Source data
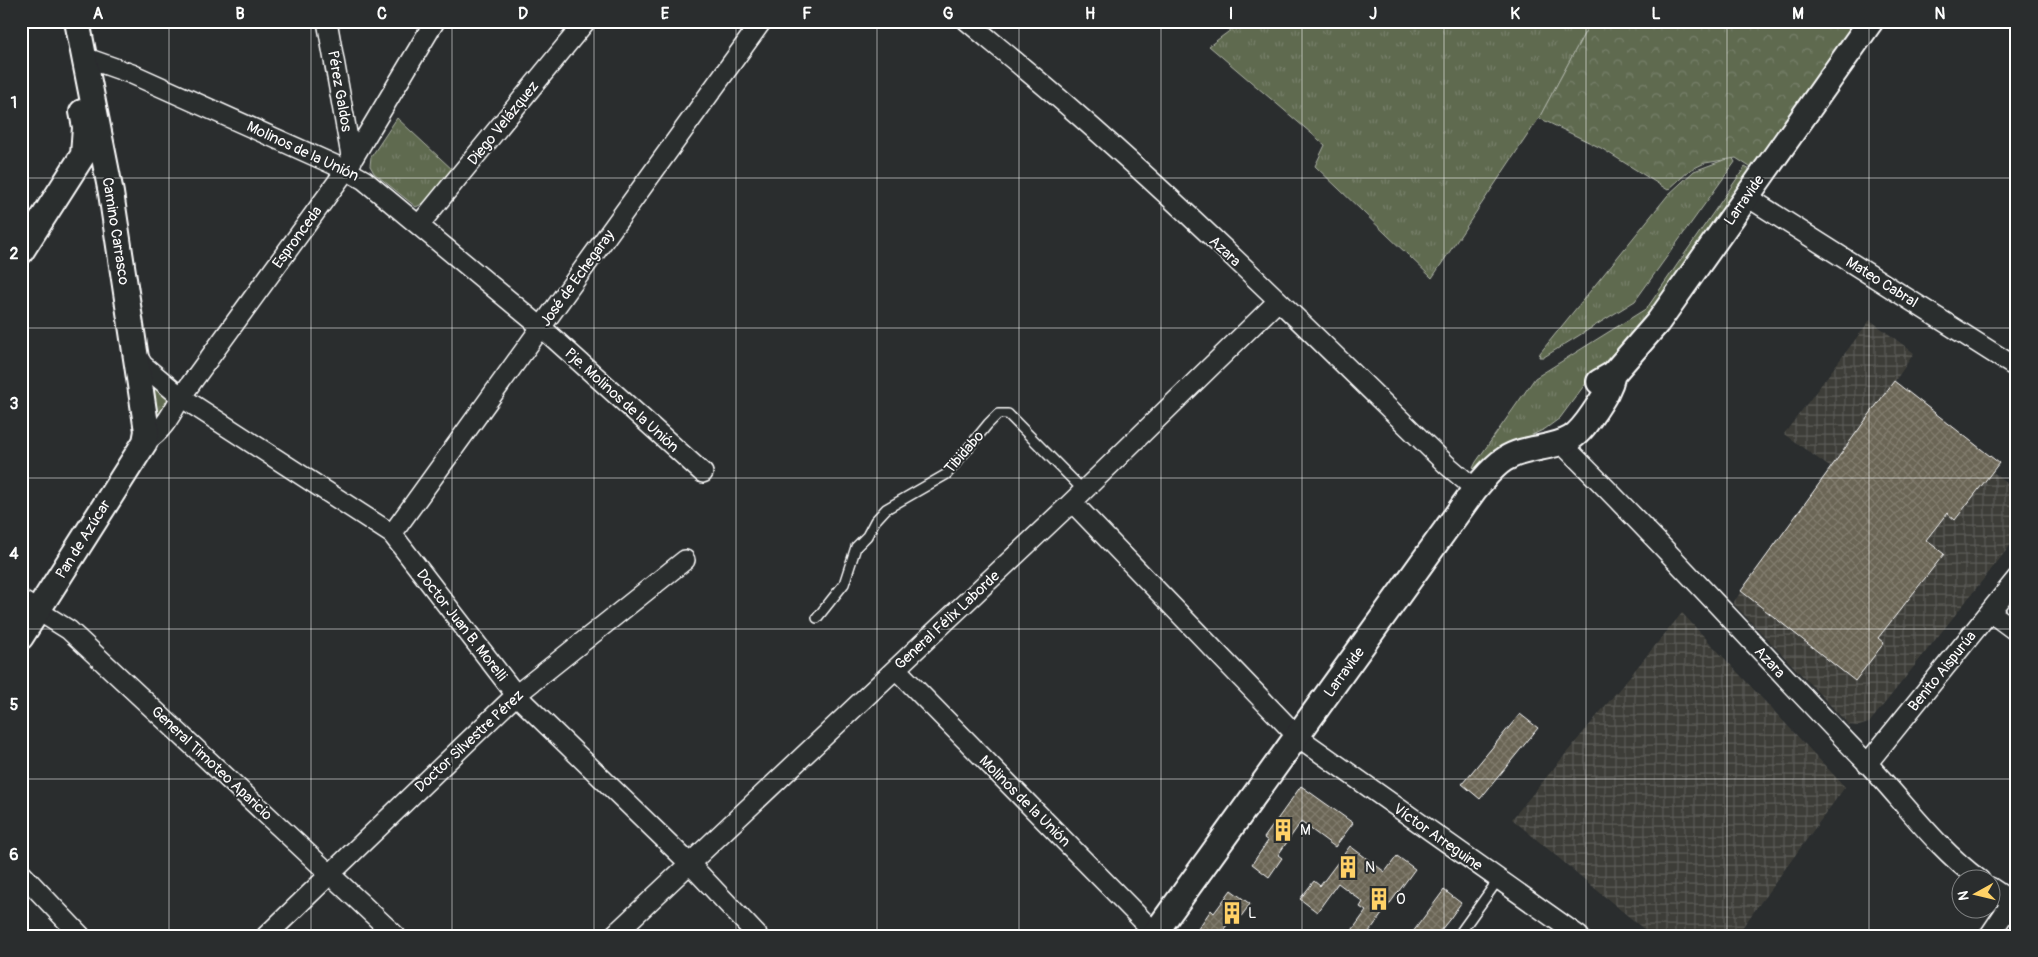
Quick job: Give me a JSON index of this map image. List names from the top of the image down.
{
  "streets": {
    "street": [
      "Pérez Galdos",
      "Diego Velázquez",
      "Molinos de la Unión",
      "Larravide",
      "Camino Carrasco",
      "Espronceda",
      "Azara",
      "José de Echegaray",
      "Mateo Cabral",
      "Pje. Molinos de la Unión",
      "Tibidabo",
      "Pan de Azúcar",
      "General Félix Laborde",
      "Doctor Juan B. Morelli",
      "Benito Aispurúa",
      "Doctor Silvestre Pérez",
      "General Timoteo Aparicio",
      "Víctor Arreguine"
    ]
  },
  "crossings": [
    ["Pérez Galdos", "Molinos de la Unión"],
    ["Pérez Galdos", "Espronceda"],
    ["Diego Velázquez", "Molinos de la Unión"],
    ["Molinos de la Unión", "Larravide"],
    ["Molinos de la Unión", "Camino Carrasco"],
    ["Molinos de la Unión", "Espronceda"],
    ["Molinos de la Unión", "José de Echegaray"],
    ["Molinos de la Unión", "Pje. Molinos de la Unión"],
    ["Molinos de la Unión", "General Félix Laborde"],
    ["Larravide", "Azara"],
    ["Larravide", "Mateo Cabral"],
    ["Larravide", "Tibidabo"],
    ["Larravide", "Víctor Arreguine"],
    ["Camino Carrasco", "Espronceda"],
    ["Camino Carrasco", "Pan de Azúcar"],
    ["Camino Carrasco", "Doctor Juan B. Morelli"],
    ["Espronceda", "Pan de Azúcar"],
    ["Espronceda", "Doctor Juan B. Morelli"],
    ["Azara", "General Félix Laborde"],
    ["Azara", "Benito Aispurúa"],
    ["José de Echegaray", "Pje. Molinos de la Unión"],
    ["José de Echegaray", "Doctor Juan B. Morelli"],
    ["Tibidabo", "General Félix Laborde"],
    ["Tibidabo", "Víctor Arreguine"],
    ["Pan de Azúcar", "General Timoteo Aparicio"],
    ["General Félix Laborde", "Doctor Juan B. Morelli"],
    ["Doctor Juan B. Morelli", "Doctor Silvestre Pérez"],
    ["Doctor Silvestre Pérez", "General Timoteo Aparicio"]
  ],
  "places": {
    "building": [
      "M",
      "N",
      "O",
      "L"
    ]
  },
  "north": "left",
  "grid": {
    "columns": [
      "A",
      "B",
      "C",
      "D",
      "E",
      "F",
      "G",
      "H",
      "I",
      "J",
      "K",
      "L",
      "M",
      "N"
    ],
    "rows": [
      "1",
      "2",
      "3",
      "4",
      "5",
      "6"
    ]
  }
}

WORK INSTRUCTIONS - Omit every picture, then write out the entries above exactly.

FINISHED TASK -
Quick job: Give me a JSON index of this map image. List names from the top of the image down.
{
  "streets": {
    "street": [
      "Pérez Galdos",
      "Diego Velázquez",
      "Molinos de la Unión",
      "Larravide",
      "Camino Carrasco",
      "Espronceda",
      "Azara",
      "José de Echegaray",
      "Mateo Cabral",
      "Pje. Molinos de la Unión",
      "Tibidabo",
      "Pan de Azúcar",
      "General Félix Laborde",
      "Doctor Juan B. Morelli",
      "Benito Aispurúa",
      "Doctor Silvestre Pérez",
      "General Timoteo Aparicio",
      "Víctor Arreguine"
    ]
  },
  "crossings": [
    ["Pérez Galdos", "Molinos de la Unión"],
    ["Pérez Galdos", "Espronceda"],
    ["Diego Velázquez", "Molinos de la Unión"],
    ["Molinos de la Unión", "Larravide"],
    ["Molinos de la Unión", "Camino Carrasco"],
    ["Molinos de la Unión", "Espronceda"],
    ["Molinos de la Unión", "José de Echegaray"],
    ["Molinos de la Unión", "Pje. Molinos de la Unión"],
    ["Molinos de la Unión", "General Félix Laborde"],
    ["Larravide", "Azara"],
    ["Larravide", "Mateo Cabral"],
    ["Larravide", "Tibidabo"],
    ["Larravide", "Víctor Arreguine"],
    ["Camino Carrasco", "Espronceda"],
    ["Camino Carrasco", "Pan de Azúcar"],
    ["Camino Carrasco", "Doctor Juan B. Morelli"],
    ["Espronceda", "Pan de Azúcar"],
    ["Espronceda", "Doctor Juan B. Morelli"],
    ["Azara", "General Félix Laborde"],
    ["Azara", "Benito Aispurúa"],
    ["José de Echegaray", "Pje. Molinos de la Unión"],
    ["José de Echegaray", "Doctor Juan B. Morelli"],
    ["Tibidabo", "General Félix Laborde"],
    ["Tibidabo", "Víctor Arreguine"],
    ["Pan de Azúcar", "General Timoteo Aparicio"],
    ["General Félix Laborde", "Doctor Juan B. Morelli"],
    ["Doctor Juan B. Morelli", "Doctor Silvestre Pérez"],
    ["Doctor Silvestre Pérez", "General Timoteo Aparicio"]
  ],
  "places": {
    "building": [
      "M",
      "N",
      "O",
      "L"
    ]
  },
  "north": "left",
  "grid": {
    "columns": [
      "A",
      "B",
      "C",
      "D",
      "E",
      "F",
      "G",
      "H",
      "I",
      "J",
      "K",
      "L",
      "M",
      "N"
    ],
    "rows": [
      "1",
      "2",
      "3",
      "4",
      "5",
      "6"
    ]
  }
}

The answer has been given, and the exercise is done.